Depuis plusieurs semaines, le ciment devient une denrée rare en Guinée. De nombreux chantiers privés sont arrêtés. Et les prix s’envolent. À Conakry, un sac de ciment de qualité 42, qui coûtait 80 000 GNF, s’échange désormais à 100 000 GNF -quand on en trouve. Pourquoi cette flambée soudaine ? Quelles sont les causes profondes de cette pénurie ? Enquête.
Il faut tout de suite rappeler : La Guinée dispose de six sociétés de production de ciment et de sept usines, avec une capacité de production annuelle estimée à 3,6 millions de tonnes. Un bond spectaculaire si l’on compare aux 2,2 millions de tonnes produites il y a à peine quatre ans. Soit une augmentation de près de 60 % de la demande.
Un producteur explique cette hausse par la multiplication des chantiers, notamment dans les secteurs minier, énergétique et infrastructurel. ‘‘On parle beaucoup de Simandou, mais ce n’est pas le seul projet consommateur de ciment. D’autres compagnies minières sont également très actives. Le port autonome de Conakry est en extension avec la construction de nouveaux quais, et le projet hydroélectrique d’Amaria, longtemps à l’arrêt, a redémarré. Tous ces chantiers exigent d’énormes quantités de ciment’’, confie-t-il.

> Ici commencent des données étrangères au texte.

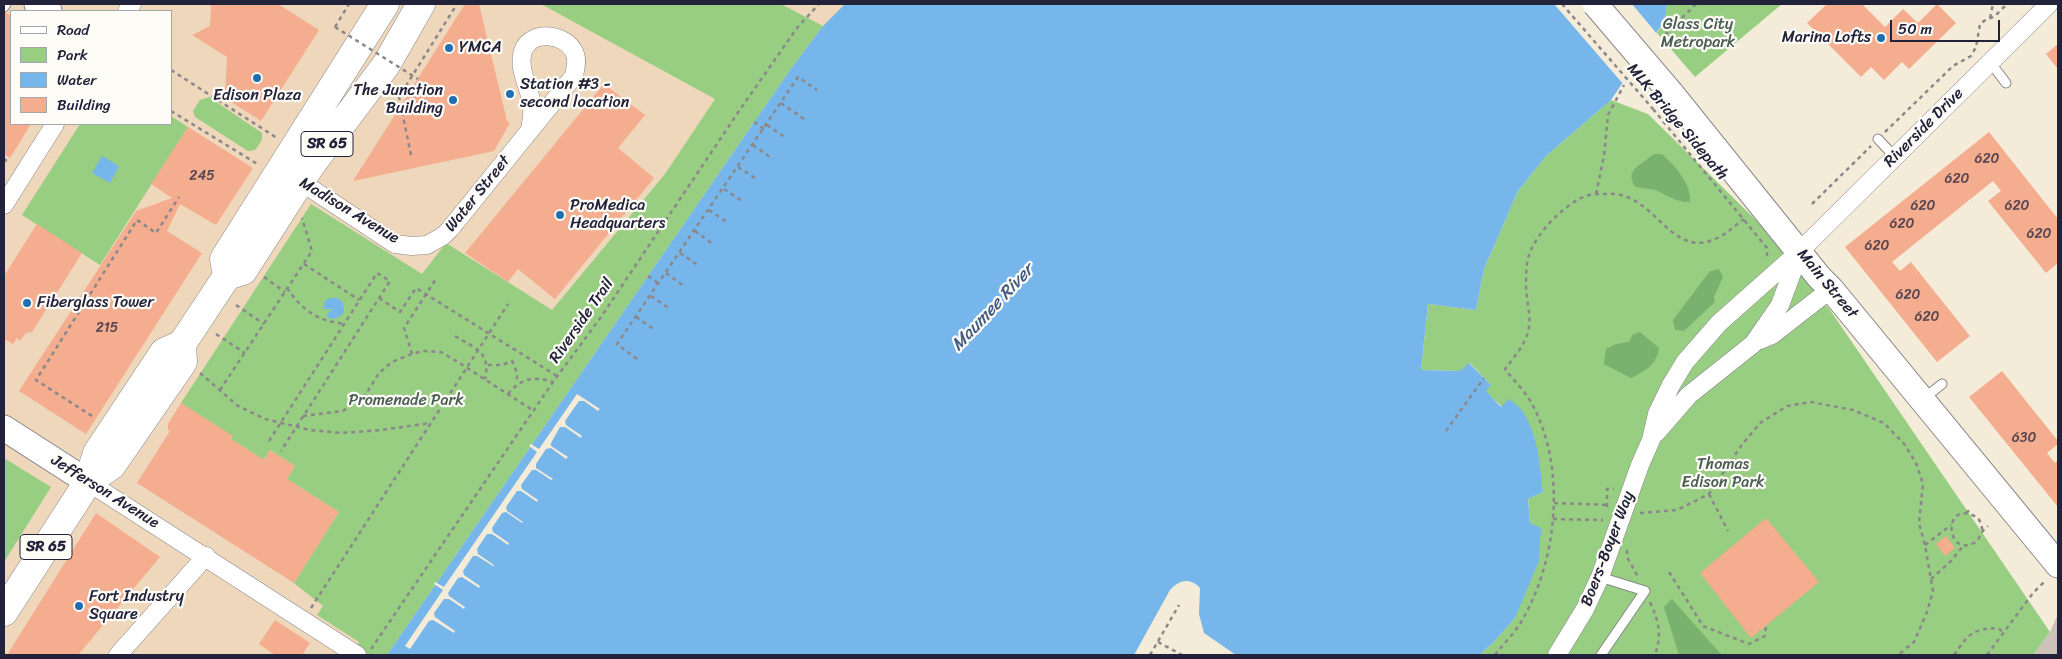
<!DOCTYPE html>
<html>
<head>
<meta charset="utf-8">
<style>
	body { margin:0 }
	#map { position:relative; width:2062px; height:659px; overflow:hidden; background:#f4ecd8; font-family:Sriracha,sans-serif }
	canvas { display:block }
	.frame { position:absolute; inset:0; border:5px solid #22223b; pointer-events:none }
	.legend { position:absolute; left:10px; top:10px; width:162px; height:115px; box-sizing:border-box; background:#fdfcf7; border:1px solid #a5a5ac; margin:0; padding:6px 9px; list-style:none; font-size:15px; color:#22223b }
	.legend li { display:flex; align-items:center; gap:10px; height:25px }
	.legend b { width:25px; border:1px solid #a5a5ac }
	.scale { position:absolute; left:1890px; top:20px; width:110px; height:22px; box-sizing:border-box; border:2px solid #22223b; border-top:0; padding-left:6px; font-size:15px; line-height:18px; white-space:nowrap; color:#22223b; -webkit-text-stroke:4px #fdfcf7; paint-order:stroke }
</style>
</head>
<body>
<div id="map">
<canvas width="2062" height="659"></canvas>
<div class="frame"></div>
<ul class="legend">
<li><b style="height:6px;background:#fff"></b>Road</li>
<li><b style="height:14px;background:#97ce81"></b>Park</li>
<li><b style="height:14px;background:#76b6ea"></b>Water</li>
<li><b style="height:14px;background:#f4ad8e"></b>Building</li>
</ul>
<div class="scale">50 m</div>
</div>
<script>
const c = document.querySelector('canvas').getContext('2d');
c.lineJoin = 'round';
function fill(path, color) { c.fillStyle = color; c.fill(path, 'evenodd'); }
function strokePath(path, color, width, dash) { c.strokeStyle = color; c.lineWidth = width; c.lineCap = dash ? 'butt' : 'round'; c.setLineDash(dash || []); c.stroke(path); }
function drawText(font, color, halo, rows, align = 'center') {
  c.font = font + ' Sriracha,sans-serif'; c.lineWidth = 4.5; c.setLineDash([]); c.textBaseline = 'middle'; c.strokeStyle = halo; c.fillStyle = color; for (const [text, x, y, turn = 0] of rows) {
    c.save(); c.translate(x, y); c.rotate((+turn || 0) * Math.PI / 180); c.textAlign = isNaN(turn) ? turn : align; if (halo) c.strokeText(text, 0, 0); c.fillText(text, 0, 0); c.restore();
  }
}
fill(new Path2D(`
	M4 4H845L823 26 790 70 387 655H4ZM11 11H171V124H11Z`), '#eed7bb');
fill(new Path2D(`
	M2058 614V655H2033L2050 632Z`), '#ccc2b9');
fill(new Path2D(`
	M541 4H781L823 26 790 70 387 655H350L359 642 317 615 323 606 294 583 339 512 287 479 295 466 270 450 264 460 231 439 232 436 181 403 311 204 422 274 446 243 552 310 665 174 715 99Z
	M1667 4H1782L1695 77 1657 33 1665 20Z
	M209 97 262 133V140L255 150 248 151 195 117 193 111 200 100Z
	M1611 100 1648 114 1764 228 1830 310 2050 632 2033 655H1479L1493 643 1515 618 1530 523 1528 499 1543 492 1534 436 1485 391 1491 385 1470 363 1461 371 1421 370 1428 304 1476 310 1484 269 1518 191 1546 156Z
	M171 116 188 127 100 265 22 215 80 124H171Z
	M4 458 51 487 4 562Z`), '#97ce81');
fill(new Path2D(`
	M1654 154H1662C1674 165 1692 184 1690 202 1677 203 1667 195 1655 190 1648 188 1641 189 1634 186L1631 176 1634 169Z
	M1719 269 1723 277 1714 297 1715 302 1684 331 1675 330 1673 320 1710 271Z
	M1640 332 1659 348C1657 365 1645 371 1631 378L1604 364 1606 349 1616 344 1629 342 1633 334Z
	M1672 599 1719 652 1723 655H1679L1664 607Z`), '#79b16f');
fill(new Path2D(`
	M845 4H1667L1665 20 1611 100 1546 156 1518 191 1484 269 1476 310 1428 304 1421 370 1460 371 1469 363 1491 385 1486 391 1501 407 1509 399C1514 403 1520 407 1523 412 1538 435 1540 466 1543 492L1528 499 1530 523 1541 528 1539 561 1515 618 1493 643 1479 655H1236L1204 633 1199 614 1200 588C1190 577 1179 580 1170 590L1134 655H387L790 70 823 26Z
	M102 156 119 166 110 183 92 173Z
	M330 298H337L343 302 344 312 339 317 332 319 326 316 332 309H323L325 301Z`), '#76b6ea');
fill(new Path2D(`
	M1554 4H1632L1658 35 1624 85Z
	M577 394 600 409 598 411 584 401H579L565 421 566 425 582 436 581 438 565 427H560L551 443V446L568 457 566 459 551 448 546 449 536 464V468L553 479 551 480 536 470H532L521 485 522 489 538 500 537 502 521 491H517L506 507 507 511 523 522 522 523 506 512 502 513 492 528 493 532 509 543 508 545 492 534H487L477 549 478 554 494 565 493 566 477 556H473L463 571 464 575 480 586 479 588 462 577 458 578 448 593 449 596 465 607 464 609 449 599H444L434 613 435 617 455 631 454 633 433 620 429 621 410 649 405 646 443 590 434 584 435 582 444 587 537 452 529 446 531 444 539 449Z`), '#f4ecd8');
fill(new Path2D(`
	M208 4H278L319 30 261 121 225 98 227 57 192 35 210 26 211 6Z
	M465 4H479L507 121 510 123 494 151 353 181Z
	M1827 4H1862L1885 27 1903 9 1918 23 1937 4 1956 23 1909 69 1902 62 1884 80 1871 67 1861 77 1807 23Z
	M5 12 11 16V124H31L10 158 4 154Z
	M2058 44V69L2046 54Z
	M604 84 645 115 618 148 654 178 555 299 518 269 508 282 465 253Z
	M188 127 253 168 216 225 180 204 167 231 202 253 86 434 19 391 136 211 172 198 151 184Z
	M1989 132 2058 219V263L2046 273 1988 201 2001 191 1993 181 1892 262 1900 271 1911 262 1970 336 1937 362 1845 247Z
	M37 224 82 253 32 332 26 333 20 341 17 338 13 344 4 339V276Z
	M2002 371 2058 441V444L2047 453 2055 463 2058 460V507L1969 397Z
	M181 403 233 436 231 439 264 460 270 450 295 466 287 479 339 512 294 583 137 483 170 431 168 430V424Z
	M96 513 160 557 78 655H7Z
	M1766 518 1819 582 1751 638 1700 573Z
	M1946 536 1955 548 1945 556 1936 544Z
	M275 620 310 643 302 655H275L259 644Z`), '#f4ad8e');
const lane = new Path2D(`
	M4 7 6 4
	M1990 62 2006 83
	M1878 139 1895 157
	M1923 399 1942 384
	M1600 577 1645 591 1601 655`);
const street = new Path2D(`
	M127 11 132 4
	M292 176 395 244 412 246 427 245 443 236 450 229 574 76C575 69 578 61 575 54 567 33 531 29 523 51 517 71 531 88 532 107 533 115 531 123 530 130
	M4 205 55 124
	M1760 340 1772 335 1831 289
	M1656 433 1689 395 1753 344 1780 305 1799 254
	M88 482 357 655
	M118 655 206 556
	M1557 655 1585 609 1600 577 1640 465 1651 440 1657 414 1671 385 1685 362 1719 323 1799 252 2049 4`);
const secondary = new Path2D(`
	M37 4 49 11
	M1671 93 1819 277 1831 289 2058 565
	M4 428 88 482`);
const primary = new Path2D(`
	M227 276 224 259 385 4
	M88 482 112 465 183 362 182 344
	M4 612 88 482 97 453 164 352 182 344 227 276 243 271 311 165 386 65 421 4`);
strokePath(lane, '#8b878a', 11);
strokePath(street, '#8b878a', 19);
strokePath(secondary, '#8b878a', 27);
strokePath(primary, '#8b878a', 29);
strokePath(new Path2D(`
	M1990 18 1993 4
	M335 27 349 4
	M1665 35 1696 4
	M171 70 277 138
	M781 103 804 119
	M1653 109 1767 248V259
	M171 111 259 165
	M754 122 764 129
	M767 125 786 138
	M1885 132 1953 66 1971 56 1976 47 1980 24 1984 21 1995 16 2007 4
	M753 145 773 159
	M411 155 399 97 457 4
	M4 159 6 160 4 164
	M738 167 758 180
	M724 189 742 201
	M1596 194 1604 156 1608 115 1624 85
	M1812 204 1871 146
	M709 210 728 223
	M695 231 714 245
	M680 253 699 266
	M304 264 359 300
	M666 273 685 287
	M648 276 659 284
	M264 277 285 292
	M287 288C303 311 316 320 344 324
	M651 296 670 309
	M379 298 400 312 416 288 557 376
	M236 305 264 324
	M636 317 655 330
	M216 334 245 353
	M455 336C476 349 491 352 485 379
	M412 354 404 328 436 279
	M637 359 617 344 798 77 817 90
	M488 365H502L512 361 517 373V383
	M200 373 238 406 265 419 310 430 341 433 381 430 431 423
	M220 390 312 251 302 218
	M508 394C521 378 533 376 553 382
	M92 416 36 380 137 220 156 233 179 197
	M303 416 343 411 366 394 379 373 392 362 409 355 422 351 441 352 461 364 534 411
	M1446 431 1484 378
	M269 441 377 273 390 281 281 451
	M1709 494 1728 531
	M1554 503 1609 505
	M1607 507V489H1614
	M1640 513 1677 510 1709 494 1741 446 1760 423 1787 406 1811 402 1853 410 1884 423 1905 445 1916 463 1923 484 1919 523 1925 545 1933 591 1927 612 1914 642 1898 655
	M1966 513 1972 508
	M1553 519 1603 520
	M1982 530C1982 523 1979 517 1972 515 1943 503 1946 557 1974 543 1981 539 1980 531 1988 526
	M1925 545 1951 525
	M1627 550V557L1638 577
	M1669 572 1703 626 1749 644 1765 636 1766 626
	M1931 579 1950 562 1964 545
	M1650 602C1659 622 1662 634 1655 655
	M311 608 508 304
	M1158 642 1182 655
	M371 649 553 382 601 317 739 111 797 28 819 4
	M1150 655 1179 605
	M1495 655C1503 644 1514 634 1521 622 1558 560 1567 467 1531 402 1524 390 1513 380 1505 369 1515 356 1526 344 1529 327 1531 314 1526 299 1526 285 1526 277 1526 263 1529 255 1537 232 1563 206 1585 196 1591 194 1598 194 1604 194 1656 188 1669 264 1719 237 1728 233 1735 225 1744 219
	M1954 655C1969 634 1971 629 1998 628L2003 632
	M1987 655 2033 593 2046 580`), '#8b878a', 2.5, [4, 4]);
strokePath(lane, '#fff', 9);
strokePath(street, '#fff', 18);
strokePath(secondary, '#fff', 25);
strokePath(primary, '#fff', 28);
const secondaryBridge = new Path2D(`
	M1595 4 1671 93`);
strokePath(secondaryBridge, '#8b878a', 27, []);
strokePath(new Path2D(`
	M1562 4 1653 109
	M335 27 418 79`), '#8b878a', 2.5, [4, 4]);
strokePath(secondaryBridge, '#fff', 25);
for (const [x, y, r, color] of [
	[1881,38,5,"#1f6fb2"],
	[449,48,5,"#1f6fb2"],
	[257,78,5,"#1f6fb2"],
	[510,94,5,"#1f6fb2"],
	[453,100,5,"#1f6fb2"],
	[560,215,5,"#1f6fb2"],
	[27,303,5,"#1f6fb2"],
	[79,606,5,"#1f6fb2"]
]) { const dot = new Path2D(); dot.arc(x, y, r, 0, 2 * Math.PI); c.fillStyle = color; c.fill(dot); strokePath(dot, '#fdfcf7', 2); }
drawText('14px', '#564550', null, [
	["620",1987,159],
	["245",202,176],
	["620",1957,179],
	["620",1923,206],
	["620",2017,206],
	["620",1902,224],
	["620",2039,234],
	["620",1877,246],
	["620",1908,295],
	["620",1927,317],
	["215",107,328],
	["630",2024,438]
]);
for (const [x, y, w] of [
	[327,144,52],
	[46,547,52]
]) { const box = new Path2D(); box.roundRect(x - w / 2, y - 12.5, w, 25, 4); c.fillStyle = '#fdfcf7'; c.fill(box); strokePath(box, '#22223b', 1); }
drawText('bold 15px', '#22223b', null, [
	["SR 65",327,144],
	["SR 65",46,547]
]);
drawText('16px', '#4b5e54', '#fdfcf7', [
	["Glass City",1698,25],
	["Metropark",1698,43],
	["Promenade Park",406,401],
	["Thomas",1723,465],
	["Edison Park",1723,483]
]);
drawText('16px', '#22223b', '#fdfcf7', [
	["Marina Lofts",1871,38,"right"],
	["YMCA",459,48],
	["Station #3 -",520,85],
	["second location",520,103],
	["The Junction",443,91,"right"],
	["Building",443,109,"right"],
	["Edison Plaza",257,96,"center"],
	["ProMedica",570,206],
	["Headquarters",570,224],
	["Fiberglass Tower",37,303],
	["Fort Industry",89,597],
	["Square",89,615]
], 'left');
drawText('16px', '#22223b', '#fdfcf7', [
	["MLK Bridge Sidepath",1677,122,50],
	["Riverside Drive",1924,128,-45],
	["Water Street",478,194,-51],
	["Madison Avenue",349,211,31],
	["Main Street",1827,284,50],
	["Riverside Trail",582,321,-55],
	["Jefferson Avenue",105,492,32],
	["Boers-Boyer Way",1608,549,-69]
]);
drawText('italic 18px', '#445d81', '#fdfcf7', [
	["Maumee River",993,308,-47]
]);
</script>
</body>
</html>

Une politique publique modifiée et une tension sur la matière première
Du côté des infrastructures routières, l’État a modifié sa stratégie. ‘‘Le béton hydraulique est désormais privilégié au goudron pour faire de nombreuses voiries, en raison de la forte pluviométrie en Guinée’’, explique une source au ministère des Infrastructures et des Travaux publics. Résultat : une pression accrue sur l’offre.
Ce n’est pas que ça. Deux usines ont été à l’arrêt récemment, faute de clinker, la principale matière première dans la fabrication du ciment. Selon nos sources, une pénurie mondiale serait en cours. L’Algérie, l’un des plus gros fournisseurs, privilégierait actuellement ses clients du Moyen-Orient, délaissant le marché ouest-africain.
Un goulot d’étranglement logistique
Même quand le ciment est produit, le transport devient un casse-tête. C’est donc l’autre problème. Exemple : Une société minière installée dans la région de Boké a passé commande pour 20 camions de ciment il y a deux semaines. À ce jour, seuls deux camions ont pu être mobilisés -et à un tarif trois fois supérieur à la normale. Pourquoi ce blocage ? ‘‘Les transporteurs préfèrent envoyer leurs camions vers les chantiers du Simandou, bien mieux rémunérés’’, explique une experte en logistique. À titre d’illustration, un camion gagne 1 million GNF par tonne transportée à Simandou, contre 3,5 millions GNF pour acheminer un chargement complet de Kagbelen à Conakry -une hausse significative par rapport aux 2,1 millions GNF, d’il y a quelques mois.
Et si on produisait du clinker localement ?
Certains professionnels suggèrent de relancer la production locale de clinker. ‘‘Lors de la création de SOPROCIMENT, devenue Ciment de Guinée, un projet d’exploitation des gisements de clinker de Mali (Moyenne Guinée) avait été envisagé. Une cité avait même été construite à Lébékérén. Mais les infrastructures de transport faisaient défaut’’, se souvient un producteur qui appelle à des investissements dans cette région pour valoriser la ressource locale.
Quid de la reprise ? Selon nos informations, près de 90 % de la production nationale a repris, et l’on espère atteindre 100 % dès la semaine prochaine. Mais le retard accumulé est tel que l’offre peine à combler la demande. ‘‘Il faudra du temps pour absorber la demande en attente. Le marché ne se stabilisera pas avant plusieurs mois’’, estime un spécialiste du marketing.
Les plus optimistes évoquent un retour à la normale d’ici six mois. En attendant, les consommateurs doivent composer avec la rareté… et les prix en hausse.